I can't believe it's been almost two years since I have posted. Essentially, two years ago from January was when our attempt to start a family began. And here we are, 8 days from my due date and I feel like I have so much to share.
Like I said, we decided to try to have a baby around January 2014. I won't get into all the TMI details, but we were extremely unsuccessful. Months passed with negative after negative pregnancy test. Those months were hard on my soul. I couldn't stop dividing everyone I know into two categories: those that had children and those that did not. My Facebook feed became a platform for moms to showcase their beautiful children. My own page seemed empty in comparison; I showed off photos of my adorable puppy instead. He was my consolation prize. In fact, we got him right around the 9 months of trying point.
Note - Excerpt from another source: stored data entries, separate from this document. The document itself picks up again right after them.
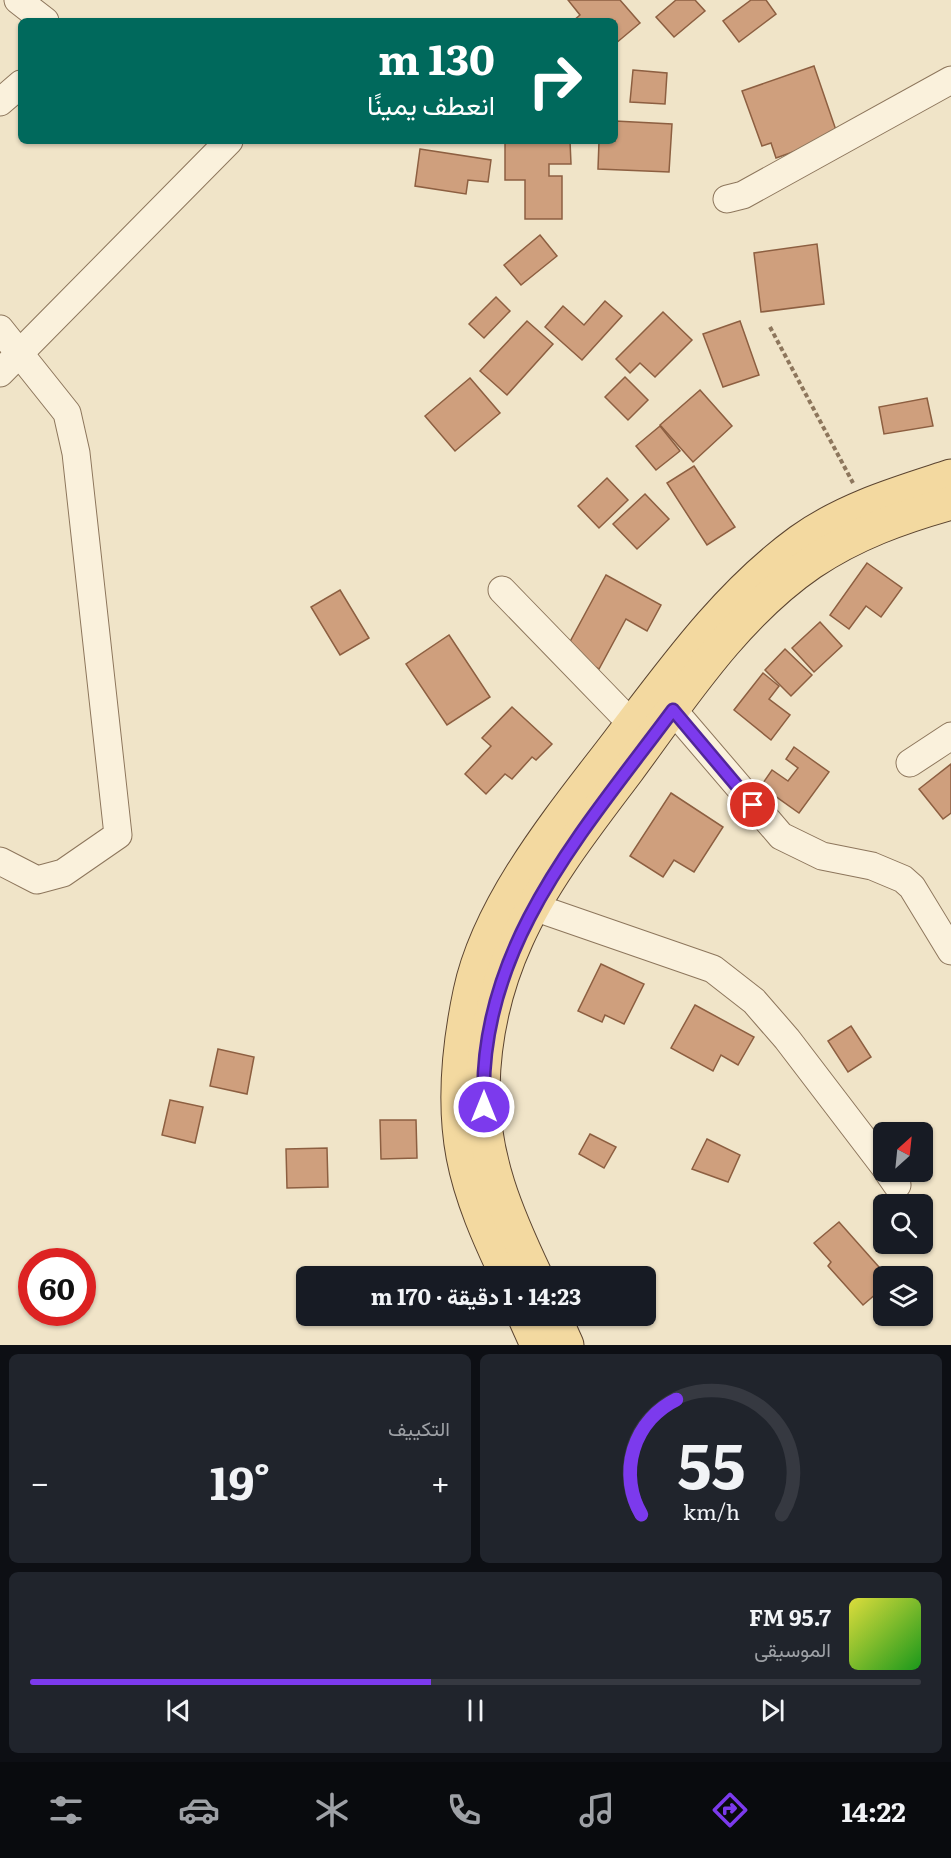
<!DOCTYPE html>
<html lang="ar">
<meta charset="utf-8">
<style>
:root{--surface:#171b24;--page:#20242c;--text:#f1f3f6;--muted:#9ea1a6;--line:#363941;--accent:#7c3aed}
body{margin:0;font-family:Literata,Vazirmatn,serif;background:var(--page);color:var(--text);direction:rtl;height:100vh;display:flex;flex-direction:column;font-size:22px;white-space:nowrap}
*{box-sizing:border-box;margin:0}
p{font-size:20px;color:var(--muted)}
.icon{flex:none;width:33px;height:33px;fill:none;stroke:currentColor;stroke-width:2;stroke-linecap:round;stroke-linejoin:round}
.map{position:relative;height:1345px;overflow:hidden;direction:ltr}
.sheet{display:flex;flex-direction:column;gap:9px;padding:9px;background:#0d0f14;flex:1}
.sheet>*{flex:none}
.top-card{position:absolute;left:18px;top:18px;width:600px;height:126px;border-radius:9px;box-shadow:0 2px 4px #0004;direction:rtl;background:#00695c;color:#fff;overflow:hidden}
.needle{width:39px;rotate:27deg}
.fabs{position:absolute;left:873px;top:1122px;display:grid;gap:12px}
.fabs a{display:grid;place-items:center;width:60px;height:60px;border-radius:9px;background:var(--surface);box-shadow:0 2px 4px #0004;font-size:30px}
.speed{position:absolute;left:18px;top:1248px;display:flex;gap:12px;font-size:30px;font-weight:700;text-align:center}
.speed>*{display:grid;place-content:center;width:78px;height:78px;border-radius:50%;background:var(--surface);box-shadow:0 2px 4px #0004;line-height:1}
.speed .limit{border:9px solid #d22;background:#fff;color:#111}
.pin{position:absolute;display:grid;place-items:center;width:51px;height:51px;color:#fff;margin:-26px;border:3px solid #fff;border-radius:50%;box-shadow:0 2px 6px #0007}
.me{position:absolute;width:66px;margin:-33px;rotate:0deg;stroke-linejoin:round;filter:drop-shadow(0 0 4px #0008)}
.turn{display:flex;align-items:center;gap:21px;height:126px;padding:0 24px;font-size:27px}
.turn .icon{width:78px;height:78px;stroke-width:2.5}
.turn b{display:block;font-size:42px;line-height:51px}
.big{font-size:45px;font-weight:700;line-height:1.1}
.sheet .widget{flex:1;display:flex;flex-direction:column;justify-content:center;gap:9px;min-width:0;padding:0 21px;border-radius:9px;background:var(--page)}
.sheet .dial{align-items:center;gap:0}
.dial svg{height:156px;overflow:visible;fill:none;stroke:var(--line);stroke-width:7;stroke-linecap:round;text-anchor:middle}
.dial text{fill:var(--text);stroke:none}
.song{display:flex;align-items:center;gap:18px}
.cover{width:72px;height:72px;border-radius:9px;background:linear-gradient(135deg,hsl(60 70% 55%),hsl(120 70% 35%))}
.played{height:6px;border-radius:3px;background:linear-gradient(90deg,var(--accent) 45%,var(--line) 45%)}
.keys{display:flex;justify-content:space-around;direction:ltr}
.heat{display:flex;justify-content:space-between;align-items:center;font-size:33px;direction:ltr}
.sheet .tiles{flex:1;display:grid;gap:9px;grid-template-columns:1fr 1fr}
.widget:last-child{grid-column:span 2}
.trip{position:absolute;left:296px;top:1266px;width:360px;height:60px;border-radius:9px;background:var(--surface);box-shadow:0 2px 4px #0004;font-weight:700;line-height:60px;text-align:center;direction:rtl}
.tabs{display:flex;height:96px;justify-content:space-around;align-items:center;background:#090b0e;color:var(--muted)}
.tabs .icon{width:42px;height:42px}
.tabs .active{color:var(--accent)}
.tabs b{font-size:27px;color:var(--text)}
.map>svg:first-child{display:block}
.building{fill:#cf9f7d;stroke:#8d5f41;stroke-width:1.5}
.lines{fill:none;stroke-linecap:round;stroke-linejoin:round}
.minor-casing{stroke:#8d765c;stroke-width:29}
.primary-casing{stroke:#5b4430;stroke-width:35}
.path{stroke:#8d765c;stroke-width:4;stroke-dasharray:4.5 3;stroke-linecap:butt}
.minor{stroke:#faf1dc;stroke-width:27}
.primary{stroke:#f3d9a0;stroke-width:33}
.route-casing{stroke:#51269a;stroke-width:15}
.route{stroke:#7c3aed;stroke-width:10}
</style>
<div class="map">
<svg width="951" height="1345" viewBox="0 0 951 1345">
<rect width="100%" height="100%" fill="#f0e4c8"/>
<g class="building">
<polygon points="568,0 620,0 640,23 615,44 615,21 573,21 580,15"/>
<polygon points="676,0 695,0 705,11 674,37 656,17"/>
<polygon points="751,0 766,0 776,14 739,42 723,21"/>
<polygon points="814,66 838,136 776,158 771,143 762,146 742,91"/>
<polygon points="633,70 667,73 665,104 630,102"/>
<polygon points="615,121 672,124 669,172 598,169 599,141 615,141"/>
<polygon points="505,141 570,141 571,164 549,164 549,176 562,176 562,219 525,219 525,180 505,180"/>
<polygon points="420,149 491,160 488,182 468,180 466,194 415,186"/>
<polygon points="540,235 557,256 521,285 504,265"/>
<polygon points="817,244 824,304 761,312 754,253"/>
<polygon points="496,297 510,311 484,338 469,324"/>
<polygon points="605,301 622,316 582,360 545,327 563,306 584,325"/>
<polygon points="663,312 692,340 655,377 640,363 630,373 616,359"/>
<polygon points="527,321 553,344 507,395 480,371"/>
<polygon points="740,321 759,375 723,387 703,334"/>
<polygon points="625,377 648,400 628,420 605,397"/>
<polygon points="470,378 500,413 455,451 425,416"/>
<polygon points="700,390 732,426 693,462 660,425"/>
<polygon points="927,398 933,426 884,434 879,407"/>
<polygon points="660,426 680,451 656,470 636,446"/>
<polygon points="694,466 735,527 707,545 667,483"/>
<polygon points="607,478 628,500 599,528 578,506"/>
<polygon points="645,494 669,519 637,549 613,524"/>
<polygon points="867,563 902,588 881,617 866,606 849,629 830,615"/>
<polygon points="606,575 661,605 647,631 626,619 599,669 565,651"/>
<polygon points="340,590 369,638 340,655 311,607"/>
<polygon points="820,622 842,646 814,672 792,648"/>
<polygon points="449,635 490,697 447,725 406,664"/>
<polygon points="785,649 812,675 791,696 765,670"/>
<polygon points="763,673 779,686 769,699 790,715 771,740 734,710"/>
<polygon points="512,707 552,744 536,760 532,757 512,779 505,774 486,794 465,774 491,746 482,738"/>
<polygon points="794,747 829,772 799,813 761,786 772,770 788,781 798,768 786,759"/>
<polygon points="951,764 951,813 943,819 919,789"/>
<polygon points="671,793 723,827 694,872 674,860 663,877 630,856"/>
<polygon points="601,964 644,984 624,1024 605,1015 602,1022 578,1011"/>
<polygon points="695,1005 754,1037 738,1065 721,1055 713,1071 671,1048"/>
<polygon points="851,1026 871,1057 848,1072 828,1041"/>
<polygon points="218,1049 254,1057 247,1094 210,1086"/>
<polygon points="170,1100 203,1107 195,1143 162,1135"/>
<polygon points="380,1120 416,1120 417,1158 381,1159"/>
<polygon points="590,1134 616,1147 604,1168 579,1154"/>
<polygon points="707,1139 740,1155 728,1182 692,1169"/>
<polygon points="327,1148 328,1187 287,1188 286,1149"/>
<polygon points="839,1222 887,1276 884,1276 884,1287 863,1305 828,1266 831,1262 814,1243"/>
</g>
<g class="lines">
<defs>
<g id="minor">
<polyline points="18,0 45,21"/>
<polyline points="0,102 21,84"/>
<polyline points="727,199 743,195 951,80"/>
<polyline points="0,329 67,413 76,453 118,835 63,873 37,880 0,861"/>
<polyline points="0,373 229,141"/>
<polyline points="502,590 632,724"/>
<polyline points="673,710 781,836 822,856 872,866 903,879 912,887 951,951"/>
<polyline points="910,763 951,736"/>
<polyline points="534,907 713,969 754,1001 787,1039 884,1166"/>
<polyline points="888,1172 897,1185"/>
</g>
<g id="primary">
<path d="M 507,1276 C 489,1238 471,1198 463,1156 C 453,1103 459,1044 470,992 C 489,902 563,814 618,742 C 673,670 726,595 800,541 C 846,508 899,493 951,476"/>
<path d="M 536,1276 C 507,1215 482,1157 483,1088 C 484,1037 496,985 517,939 C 543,880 589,822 628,770 C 682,697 735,615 811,563 C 854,534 901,517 951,503"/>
<polyline points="524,1316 537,1345"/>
<polyline points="554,1316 567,1345"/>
</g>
</defs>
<use href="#minor" class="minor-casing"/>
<use href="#primary" class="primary-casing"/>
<polyline class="path" points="770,327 853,483"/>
<use href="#minor" class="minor"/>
<use href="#primary" class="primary"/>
</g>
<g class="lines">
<defs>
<path id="route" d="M 484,1107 C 476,948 584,830 673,710 L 753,805"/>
</defs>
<use href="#route" class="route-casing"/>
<use href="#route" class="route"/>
</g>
</svg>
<div class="fabs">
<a><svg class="needle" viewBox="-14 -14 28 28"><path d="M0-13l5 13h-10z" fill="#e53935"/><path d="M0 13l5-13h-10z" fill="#9ea1a6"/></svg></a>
<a><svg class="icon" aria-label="search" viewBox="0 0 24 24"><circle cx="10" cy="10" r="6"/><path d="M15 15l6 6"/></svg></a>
<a><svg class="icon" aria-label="layers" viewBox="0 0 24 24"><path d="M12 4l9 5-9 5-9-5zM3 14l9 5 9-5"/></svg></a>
</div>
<div class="speed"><div class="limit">60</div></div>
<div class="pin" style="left:753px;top:805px;background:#d93025"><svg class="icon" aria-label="arrive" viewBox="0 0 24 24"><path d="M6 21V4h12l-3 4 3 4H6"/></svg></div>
<svg class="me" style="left:484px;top:1107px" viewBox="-20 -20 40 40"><circle r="17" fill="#7c3aed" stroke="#fff" stroke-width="3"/><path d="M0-11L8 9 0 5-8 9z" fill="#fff"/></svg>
<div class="trip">14:23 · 1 دقيقة · 170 m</div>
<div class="top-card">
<div class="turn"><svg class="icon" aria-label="right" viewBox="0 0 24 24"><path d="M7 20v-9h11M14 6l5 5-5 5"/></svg><div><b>130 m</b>انعطف يمينًا</div></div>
</div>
</div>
<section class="sheet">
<div class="tiles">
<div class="widget dial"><svg viewBox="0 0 100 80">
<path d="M14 69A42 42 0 1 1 86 69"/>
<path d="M14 69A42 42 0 0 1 32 10" stroke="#7c3aed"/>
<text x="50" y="56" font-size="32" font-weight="700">55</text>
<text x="50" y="72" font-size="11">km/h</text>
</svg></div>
<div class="widget"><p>التكييف</p>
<div class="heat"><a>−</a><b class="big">19°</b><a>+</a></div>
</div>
<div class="widget">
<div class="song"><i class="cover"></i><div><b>95.7 FM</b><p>الموسيقى</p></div></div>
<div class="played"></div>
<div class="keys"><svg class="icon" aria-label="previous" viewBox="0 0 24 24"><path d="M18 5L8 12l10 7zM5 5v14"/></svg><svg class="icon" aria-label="pause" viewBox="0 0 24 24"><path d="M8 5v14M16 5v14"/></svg><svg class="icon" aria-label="next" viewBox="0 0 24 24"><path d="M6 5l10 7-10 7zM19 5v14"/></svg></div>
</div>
</div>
</section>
<nav class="tabs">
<b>14:22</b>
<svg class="icon active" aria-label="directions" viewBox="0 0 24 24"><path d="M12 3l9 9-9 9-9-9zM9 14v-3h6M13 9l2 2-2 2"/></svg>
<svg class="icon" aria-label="music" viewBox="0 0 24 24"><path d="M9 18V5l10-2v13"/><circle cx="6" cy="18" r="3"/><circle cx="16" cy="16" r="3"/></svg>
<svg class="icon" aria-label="phone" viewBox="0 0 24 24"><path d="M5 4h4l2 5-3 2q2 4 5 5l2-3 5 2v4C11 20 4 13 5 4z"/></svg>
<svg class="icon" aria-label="climate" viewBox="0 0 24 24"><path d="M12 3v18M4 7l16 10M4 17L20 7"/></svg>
<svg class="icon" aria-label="car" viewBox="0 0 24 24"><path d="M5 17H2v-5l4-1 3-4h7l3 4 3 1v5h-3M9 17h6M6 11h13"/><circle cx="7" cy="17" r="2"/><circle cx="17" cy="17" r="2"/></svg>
<svg class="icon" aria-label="filters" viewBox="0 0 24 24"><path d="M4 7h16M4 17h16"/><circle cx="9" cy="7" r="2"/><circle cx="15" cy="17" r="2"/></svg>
</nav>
Don't get me wrong, I loved him. But there was a hole in my heart in the shape of a baby footprint that no affectionate, smart, sweet puppy could fill.
After months of trying on our own, we sought help. We tried a few rounds of fertility medication. Those proved to be unsuccessful. We also tried one round of intrauterine insemination (IUI), which also was unsuccessful. Health conditions on my end began to reveal themselves - Celiac Disease, Thyroid Disorder. We began to get those under control. We interviewed a new fertility doctor and were excited to move forward with one more IUI before considering IVF when I got pregnant, mostly all on my own (We did something called a trigger shot to ensure ovulation) I couldn't believe it. All my months of trying and my wish had come true.
I remember squealing the news to Doug as I ran downstairs to show him. I had shown him many many false alarms previously, with lines so faint you had to close your eyes to imagine them to actually see them. But this one was pink. And it was real. And I sobbed. It was finally my turn.
The first month was nerves. All nerves. I was convinced something was going to happen to the baby. We did prenatal testing around the 10th week and were blessed with finding out the gender very early on. I even surprised Doug with the news.
We had an early scare where we rushed to the hospital because i was bleeding. I remember repeating over and over that I didn't want to go. I didn't want to lose my precious miracle. And she was a miracle because she was still alive, heart beating strong.
Months passed and my bump grew. It was amazing to see my body change. Here are some bump progression pics:
Even more exciting was being able to capture her change from inside of me. I went to far too many ultrasounds than the average girl. But I didn't care.
(I apologize for the way these are uploading - I can't seem to center all of them!)
So here we are. Today I am 8 days away from meeting my little girl. I am impatient. Uncomfortable. Ready!